(WORK ORDER)
Would you repeat the listing below exactly, with no pictures in it?

(PROVIDED INFORMATION)
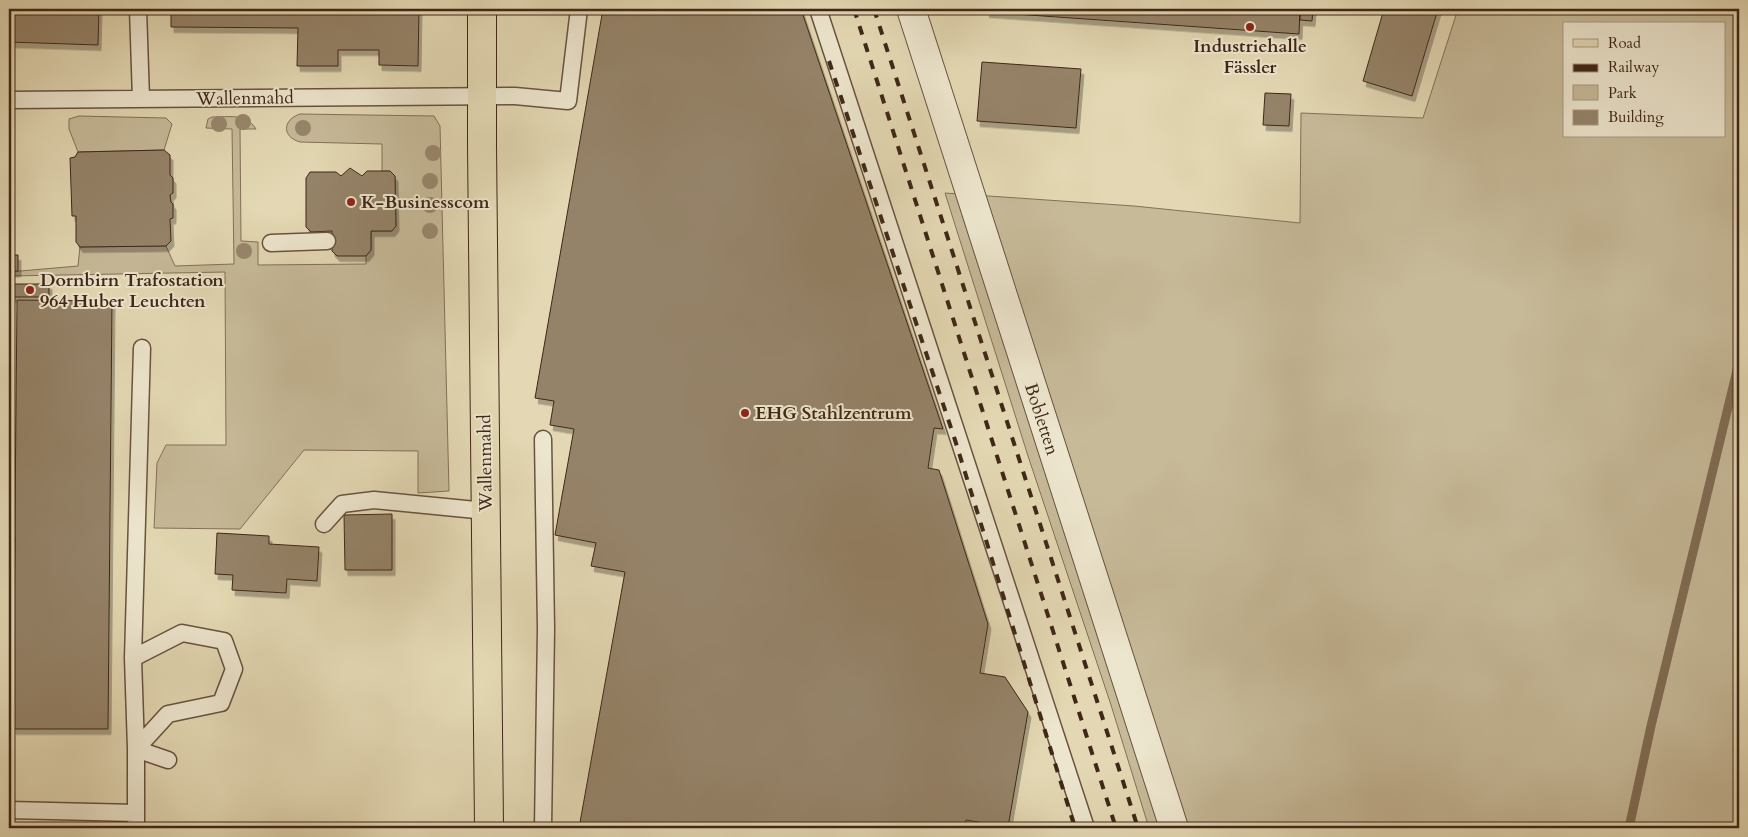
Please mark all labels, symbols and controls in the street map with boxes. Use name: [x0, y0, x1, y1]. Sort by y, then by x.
marker: Industriehalle Fässler: [1244, 21, 1256, 33]
legend: [1563, 22, 1726, 138]
text: Road: [1608, 33, 1641, 53]
place label: Industriehalle Fässler: [1193, 34, 1307, 80]
text: Railway: [1608, 57, 1659, 77]
text: Park: [1608, 83, 1637, 103]
street label: Wallenmahd: [195, 85, 294, 112]
text: Building: [1608, 107, 1664, 127]
place label: K-Businesscom: [361, 190, 490, 215]
marker: K-Businesscom: [345, 196, 357, 208]
place label: Dornbirn Trafostation 964 Huber Leuchten: [40, 268, 224, 314]
marker: Dornbirn Trafostation 964 Huber Leuchten: [24, 284, 36, 296]
street label: Bobletten: [1018, 380, 1065, 459]
place label: EHG Stahlzentrum: [755, 401, 912, 426]
marker: EHG Stahlzentrum: [739, 407, 751, 419]
street label: Wallenmahd: [472, 414, 499, 513]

(RESPONSE TO THE EXERCISE)
Please mark all labels, symbols and controls in the street map with boxes. Use name: [x0, y0, x1, y1]. Sort by y, then by x.
marker: Industriehalle Fässler: [1244, 21, 1256, 33]
legend: [1563, 22, 1726, 138]
text: Road: [1608, 33, 1641, 53]
place label: Industriehalle Fässler: [1193, 34, 1307, 80]
text: Railway: [1608, 57, 1659, 77]
text: Park: [1608, 83, 1637, 103]
street label: Wallenmahd: [195, 85, 294, 112]
text: Building: [1608, 107, 1664, 127]
place label: K-Businesscom: [361, 190, 490, 215]
marker: K-Businesscom: [345, 196, 357, 208]
place label: Dornbirn Trafostation 964 Huber Leuchten: [40, 268, 224, 314]
marker: Dornbirn Trafostation 964 Huber Leuchten: [24, 284, 36, 296]
street label: Bobletten: [1018, 380, 1065, 459]
place label: EHG Stahlzentrum: [755, 401, 912, 426]
marker: EHG Stahlzentrum: [739, 407, 751, 419]
street label: Wallenmahd: [472, 414, 499, 513]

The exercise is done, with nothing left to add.